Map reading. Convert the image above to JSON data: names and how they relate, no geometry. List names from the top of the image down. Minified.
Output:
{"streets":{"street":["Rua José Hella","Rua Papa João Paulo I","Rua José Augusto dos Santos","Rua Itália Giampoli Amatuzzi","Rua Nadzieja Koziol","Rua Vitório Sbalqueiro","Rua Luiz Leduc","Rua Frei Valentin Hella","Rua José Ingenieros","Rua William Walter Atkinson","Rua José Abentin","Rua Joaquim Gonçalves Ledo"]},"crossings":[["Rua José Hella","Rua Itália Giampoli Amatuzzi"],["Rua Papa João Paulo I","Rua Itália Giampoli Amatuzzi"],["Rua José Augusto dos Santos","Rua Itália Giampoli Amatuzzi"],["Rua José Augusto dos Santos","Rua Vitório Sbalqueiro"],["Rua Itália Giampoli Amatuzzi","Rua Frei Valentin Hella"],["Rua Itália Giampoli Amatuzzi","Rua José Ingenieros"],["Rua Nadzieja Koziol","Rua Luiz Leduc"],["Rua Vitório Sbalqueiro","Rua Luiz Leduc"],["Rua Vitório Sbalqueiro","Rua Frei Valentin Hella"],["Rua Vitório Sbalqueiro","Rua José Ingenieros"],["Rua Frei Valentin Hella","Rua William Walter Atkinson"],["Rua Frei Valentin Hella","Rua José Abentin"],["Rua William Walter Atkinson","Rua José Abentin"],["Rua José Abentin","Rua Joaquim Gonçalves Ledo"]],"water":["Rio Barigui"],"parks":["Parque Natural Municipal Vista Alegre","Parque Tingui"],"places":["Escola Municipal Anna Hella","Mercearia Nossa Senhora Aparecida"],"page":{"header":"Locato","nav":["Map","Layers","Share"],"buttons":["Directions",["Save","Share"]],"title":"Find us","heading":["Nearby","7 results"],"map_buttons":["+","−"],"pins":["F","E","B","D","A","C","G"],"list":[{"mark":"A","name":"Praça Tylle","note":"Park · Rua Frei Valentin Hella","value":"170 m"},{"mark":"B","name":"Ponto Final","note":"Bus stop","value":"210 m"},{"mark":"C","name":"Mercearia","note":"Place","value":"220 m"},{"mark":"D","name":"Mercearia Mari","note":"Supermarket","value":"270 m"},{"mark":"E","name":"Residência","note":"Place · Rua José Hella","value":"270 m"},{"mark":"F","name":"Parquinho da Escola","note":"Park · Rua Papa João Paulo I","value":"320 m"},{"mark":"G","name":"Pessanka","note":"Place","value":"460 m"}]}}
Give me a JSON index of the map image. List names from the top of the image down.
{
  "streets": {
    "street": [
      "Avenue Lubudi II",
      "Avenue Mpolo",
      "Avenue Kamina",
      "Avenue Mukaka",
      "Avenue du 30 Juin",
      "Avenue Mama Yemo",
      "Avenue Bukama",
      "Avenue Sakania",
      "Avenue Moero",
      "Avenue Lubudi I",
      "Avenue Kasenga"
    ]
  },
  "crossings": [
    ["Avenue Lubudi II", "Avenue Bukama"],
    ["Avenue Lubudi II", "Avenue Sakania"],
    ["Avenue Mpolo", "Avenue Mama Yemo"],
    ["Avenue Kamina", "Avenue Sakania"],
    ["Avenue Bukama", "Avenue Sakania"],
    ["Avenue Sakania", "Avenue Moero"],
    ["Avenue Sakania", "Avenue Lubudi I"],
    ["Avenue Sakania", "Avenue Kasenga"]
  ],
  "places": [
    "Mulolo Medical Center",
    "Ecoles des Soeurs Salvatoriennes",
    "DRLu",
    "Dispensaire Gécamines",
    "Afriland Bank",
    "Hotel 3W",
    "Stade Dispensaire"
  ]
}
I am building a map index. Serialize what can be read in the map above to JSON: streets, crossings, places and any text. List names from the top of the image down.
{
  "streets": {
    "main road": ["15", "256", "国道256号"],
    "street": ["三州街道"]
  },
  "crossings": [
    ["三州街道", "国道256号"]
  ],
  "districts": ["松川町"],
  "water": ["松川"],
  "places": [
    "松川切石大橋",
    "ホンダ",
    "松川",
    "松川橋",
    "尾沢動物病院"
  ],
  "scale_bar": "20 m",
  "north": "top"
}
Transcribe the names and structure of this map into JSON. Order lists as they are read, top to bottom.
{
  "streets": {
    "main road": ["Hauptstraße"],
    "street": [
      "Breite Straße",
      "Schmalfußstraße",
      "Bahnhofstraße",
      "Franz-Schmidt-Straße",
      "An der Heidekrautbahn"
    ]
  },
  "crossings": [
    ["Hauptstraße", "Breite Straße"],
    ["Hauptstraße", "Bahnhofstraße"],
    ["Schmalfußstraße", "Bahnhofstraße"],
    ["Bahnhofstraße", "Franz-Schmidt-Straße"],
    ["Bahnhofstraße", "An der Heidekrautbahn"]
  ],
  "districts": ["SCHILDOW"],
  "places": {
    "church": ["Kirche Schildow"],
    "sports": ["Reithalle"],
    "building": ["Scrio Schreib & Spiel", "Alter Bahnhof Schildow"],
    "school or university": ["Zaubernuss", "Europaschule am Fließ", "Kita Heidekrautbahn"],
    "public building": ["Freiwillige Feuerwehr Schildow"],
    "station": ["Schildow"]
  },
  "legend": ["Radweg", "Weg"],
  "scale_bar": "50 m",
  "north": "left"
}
* * * * * * *
THE PROBLEM: A complete answer lists each line of the data that holds the word "down".

SOLUTION TO THE PROBLEM:
Map reading. Convert the image above to JSON data: names and how they relate, no geometry. List names from the top of the image down. Minified.
Give me a JSON index of the map image. List names from the top of the image down.
I am building a map index. Serialize what can be read in the map above to JSON: streets, crossings, places and any text. List names from the top of the image down.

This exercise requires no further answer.